PARIS - From the start, it has been hard to understand Tony Blair's conduct concerning the war on Iraq.

Clearly, Britain's prime minister believed deeply in the moral case for unseating Saddam Hussein. He had nothing to gain politically from supporting President George W. Bush, since the British public was initially against the war. But he backed Bush so obsequiously that he actually forfeited the influence he might have had in Washington, Bush's pally treatment notwithstanding. He simultaneously reinforced Britain's reputation in Europe as incorrigibly Atlanticist and divisive.

Rodric Braithwaite, a former chairman of Britain's joint intelligence committee, said of the prime minister's performance that "a junior partner who is taken for granted is a junior partner with no influence."

To have influence, you must express opinions and national interests of your own, and indicate that on some issues you might break with the partner. It is no use playing Little Sir Echo.

Blair remained faithful even after Defense Secretary Donald Rumsfeld told him the United States didn't really need British troops, and after the administration subverted his independent effort to work with the Palestinians.

Now Blair is in trouble. It has been charged that the decision to go to war was taken in Washington last autumn and that everything that followed was an expedient charade. London and Washington are accused of lying to get public support for the war and of faking evidence about Iraq's weapons of mass destruction.

Deputy Defense Secretary Paul Wolfowitz has given a candid and convincing explanation of how it began to the magazine Vanity Fair. Implicit in his account is that the Bush administration last year wanted to go to war but had no excuse for doing so. The bureaucracies were called together and told to find an excuse. The "core" casus belli they could agree upon was Iraqi possession of weapons of mass destruction.

That settled, it became the government's virtual reality that the weapons existed, even if the CIA, the Defense Intelligence Agency and United Nations inspectors had not found them.

The mighty Wurlitzer of American policy, persuasion and press was put to work to convince the public and the world of the reality of this threat, so that America could go to war. Britain's modest harmonium joined in. The prime minister proudly furnished Washington with two dossiers of evidence on Iraqi weapons that subsequently proved very dodgy.

After the war, the coalition's failure to find the weapons had to be explained. First it was said that the weapons had been smuggled to Syria. Then Rumsfeld suggested last week that none exist, that they were destroyed before the war and all evidence buried. This week he reversed himself and said they do exist, still are there and will be found.

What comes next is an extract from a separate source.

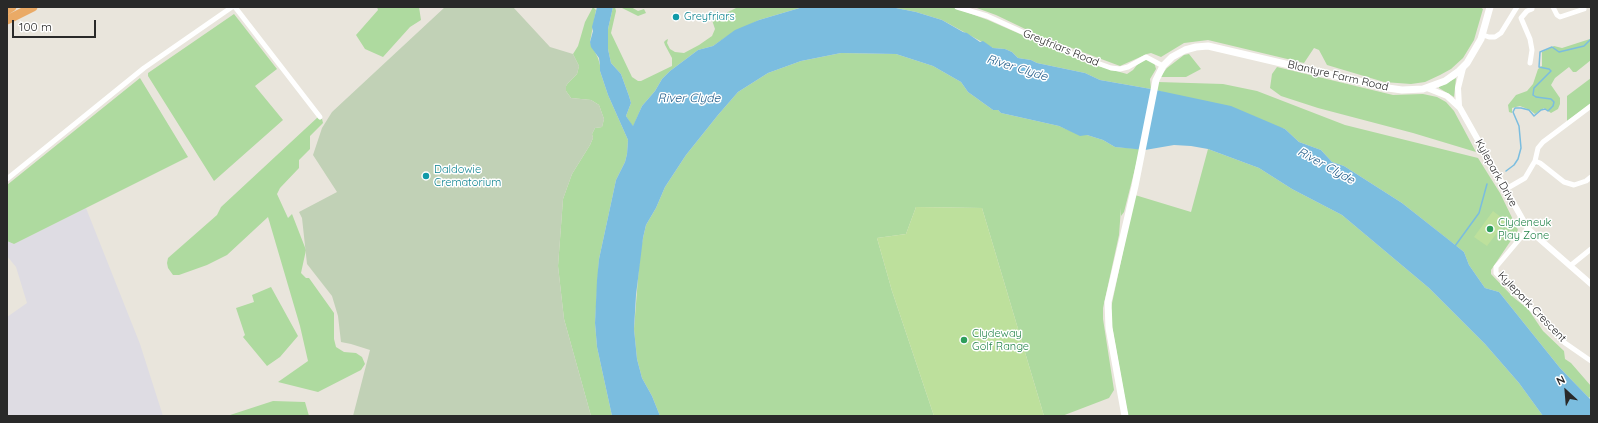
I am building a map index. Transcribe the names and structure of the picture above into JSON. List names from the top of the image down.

The U.S. military command in Iraq said the search may take several years since it is a big country. Bush went back into virtual reality mode last weekend and told Polish television: "We found the weapons of mass destruction." On Tuesday, Secretary of State Colin Powell expressed confidence that they will eventually be found.

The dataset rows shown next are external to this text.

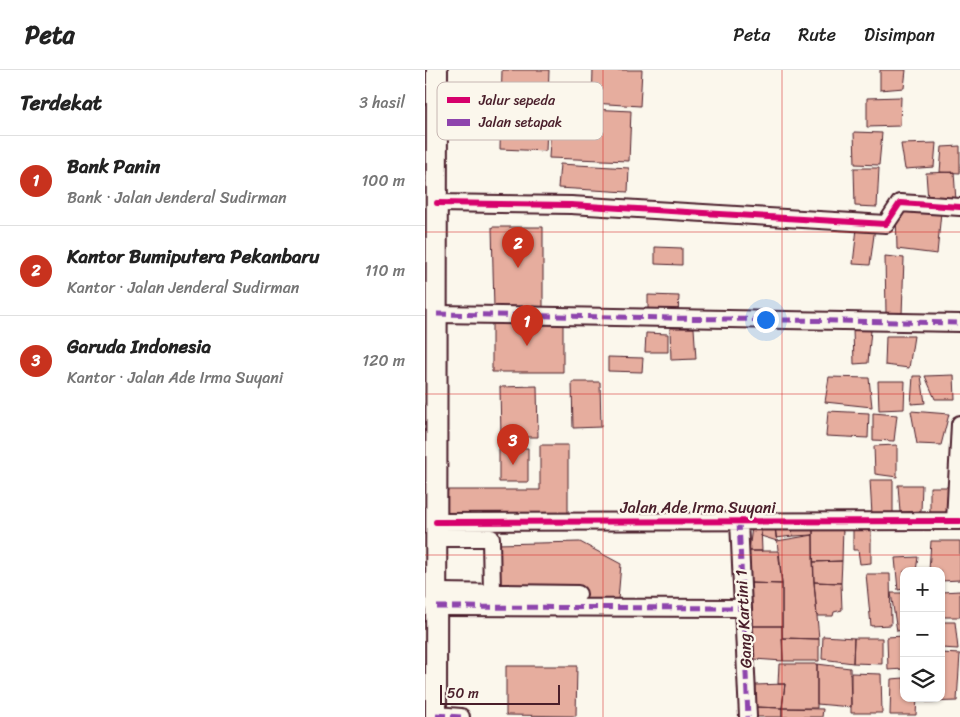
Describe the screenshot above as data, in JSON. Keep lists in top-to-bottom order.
{
  "streets": {
    "street": ["Jalan Ade Irma Suyani", "Gang Kartini 1"]
  },
  "crossings": [
    ["Jalan Ade Irma Suyani", "Gang Kartini 1"]
  ],
  "legend": ["Jalur sepeda", "Jalan setapak"],
  "scale_bar": "50 m",
  "page": {
    "header": "Peta",
    "nav": ["Peta", "Rute", "Disimpan"],
    "heading": ["Terdekat", "3 hasil"],
    "list": [
      {
        "mark": "1",
        "name": "Bank Panin",
        "note": "Bank · Jalan Jenderal Sudirman",
        "value": "100 m"
      },
      {
        "mark": "2",
        "name": "Kantor Bumiputera Pekanbaru",
        "note": "Kantor · Jalan Jenderal Sudirman",
        "value": "110 m"
      },
      {
        "mark": "3",
        "name": "Garuda Indonesia",
        "note": "Kantor · Jalan Ade Irma Suyani",
        "value": "120 m"
      }
    ],
    "pins": ["2", "1", "3"],
    "map_buttons": ["+", "−"],
    "scale": "50 m"
  }
}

Blair's contribution Friday was to say that the coalition has been too busy to look for the weapons.

In the United States, until now, few seemed to care, thinking that the war had been a splendid little affair. Now, however, Congress has interested itself in what the Senate and public had been told, and there is growing support for hearings to be held by the Senate's Armed Services Committee, as well as the intelligence committees in both the House and the Senate.

Britain used to have higher standards, and faces a much more aggressive press corps. His government has a reputation for "spinning" its public relations, but not for the bare-faced lie. Blair himself has the reputation of a decent man.

On Tuesday the House of Commons Foreign Relations Committee announced that it would hold an inquiry into Britain's decision. A final report is likely to be made to the prime minister's office rather than to Parliament.

Such discretion may not be possible, however, if the American hearings stir trouble in Washington (and on television). Blair may come to regret having been so reliable an American partner.